▶ Directions
Please retype the data below line for line and leave out every picture.

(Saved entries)
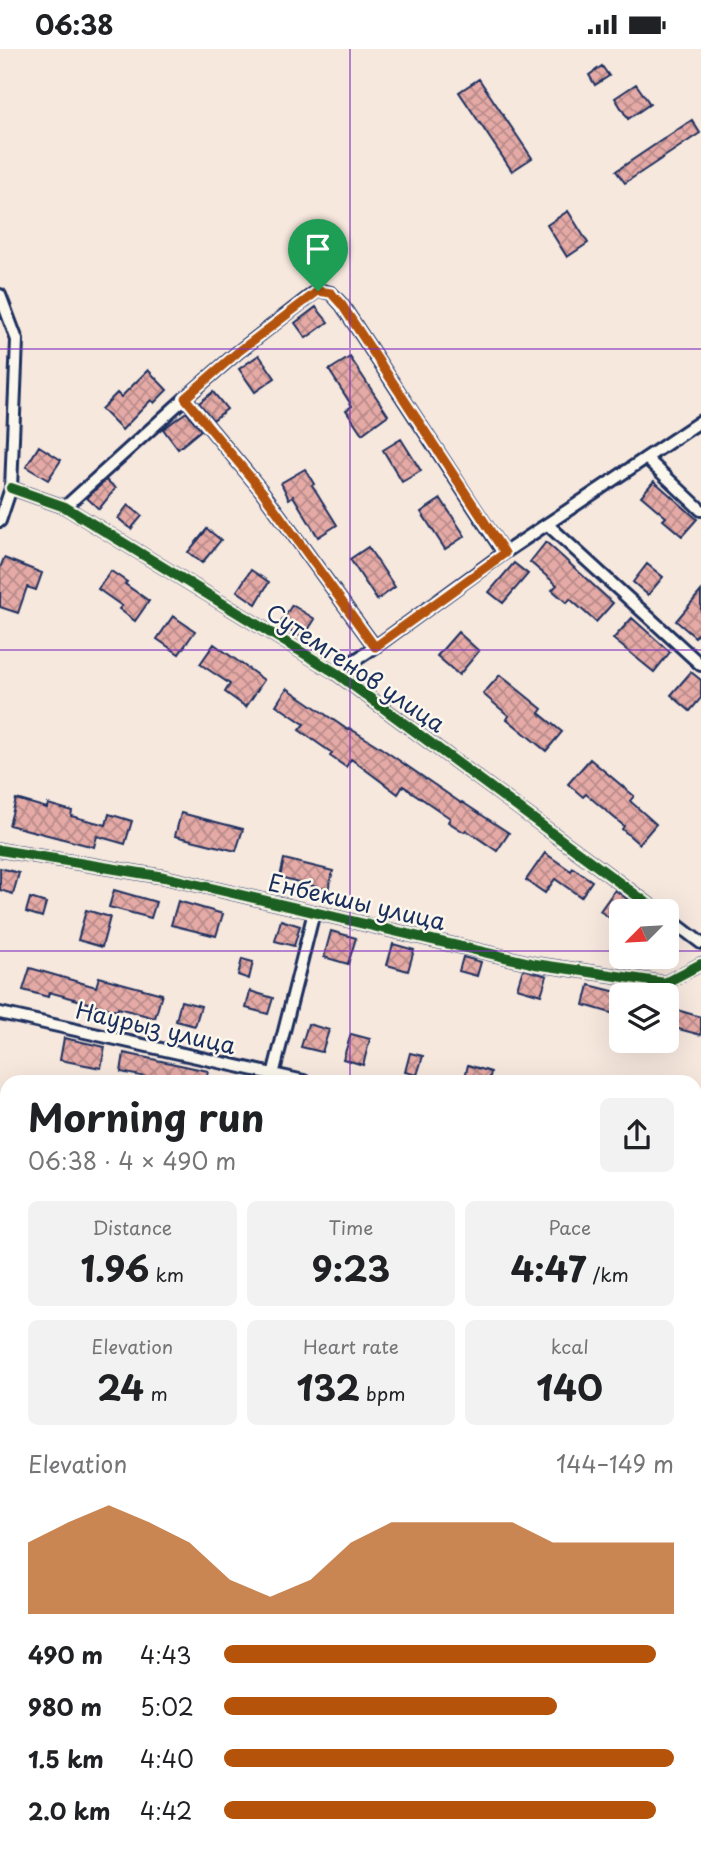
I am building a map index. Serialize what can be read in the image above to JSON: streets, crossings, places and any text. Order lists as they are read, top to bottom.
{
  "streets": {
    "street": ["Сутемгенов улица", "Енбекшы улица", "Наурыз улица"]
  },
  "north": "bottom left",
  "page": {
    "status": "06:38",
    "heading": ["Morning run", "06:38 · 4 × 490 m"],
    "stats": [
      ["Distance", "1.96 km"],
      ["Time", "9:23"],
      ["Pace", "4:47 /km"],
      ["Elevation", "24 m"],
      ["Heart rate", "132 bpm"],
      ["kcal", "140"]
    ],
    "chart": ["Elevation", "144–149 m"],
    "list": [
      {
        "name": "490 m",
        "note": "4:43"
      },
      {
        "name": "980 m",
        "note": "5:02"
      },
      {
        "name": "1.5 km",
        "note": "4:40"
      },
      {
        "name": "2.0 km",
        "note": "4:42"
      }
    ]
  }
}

▶ Exercise solution
I am building a map index. Serialize what can be read in the image above to JSON: streets, crossings, places and any text. Order lists as they are read, top to bottom.
{
  "streets": {
    "street": ["Сутемгенов улица", "Енбекшы улица", "Наурыз улица"]
  },
  "north": "bottom left",
  "page": {
    "status": "06:38",
    "heading": ["Morning run", "06:38 · 4 × 490 m"],
    "stats": [
      ["Distance", "1.96 km"],
      ["Time", "9:23"],
      ["Pace", "4:47 /km"],
      ["Elevation", "24 m"],
      ["Heart rate", "132 bpm"],
      ["kcal", "140"]
    ],
    "chart": ["Elevation", "144–149 m"],
    "list": [
      {
        "name": "490 m",
        "note": "4:43"
      },
      {
        "name": "980 m",
        "note": "5:02"
      },
      {
        "name": "1.5 km",
        "note": "4:40"
      },
      {
        "name": "2.0 km",
        "note": "4:42"
      }
    ]
  }
}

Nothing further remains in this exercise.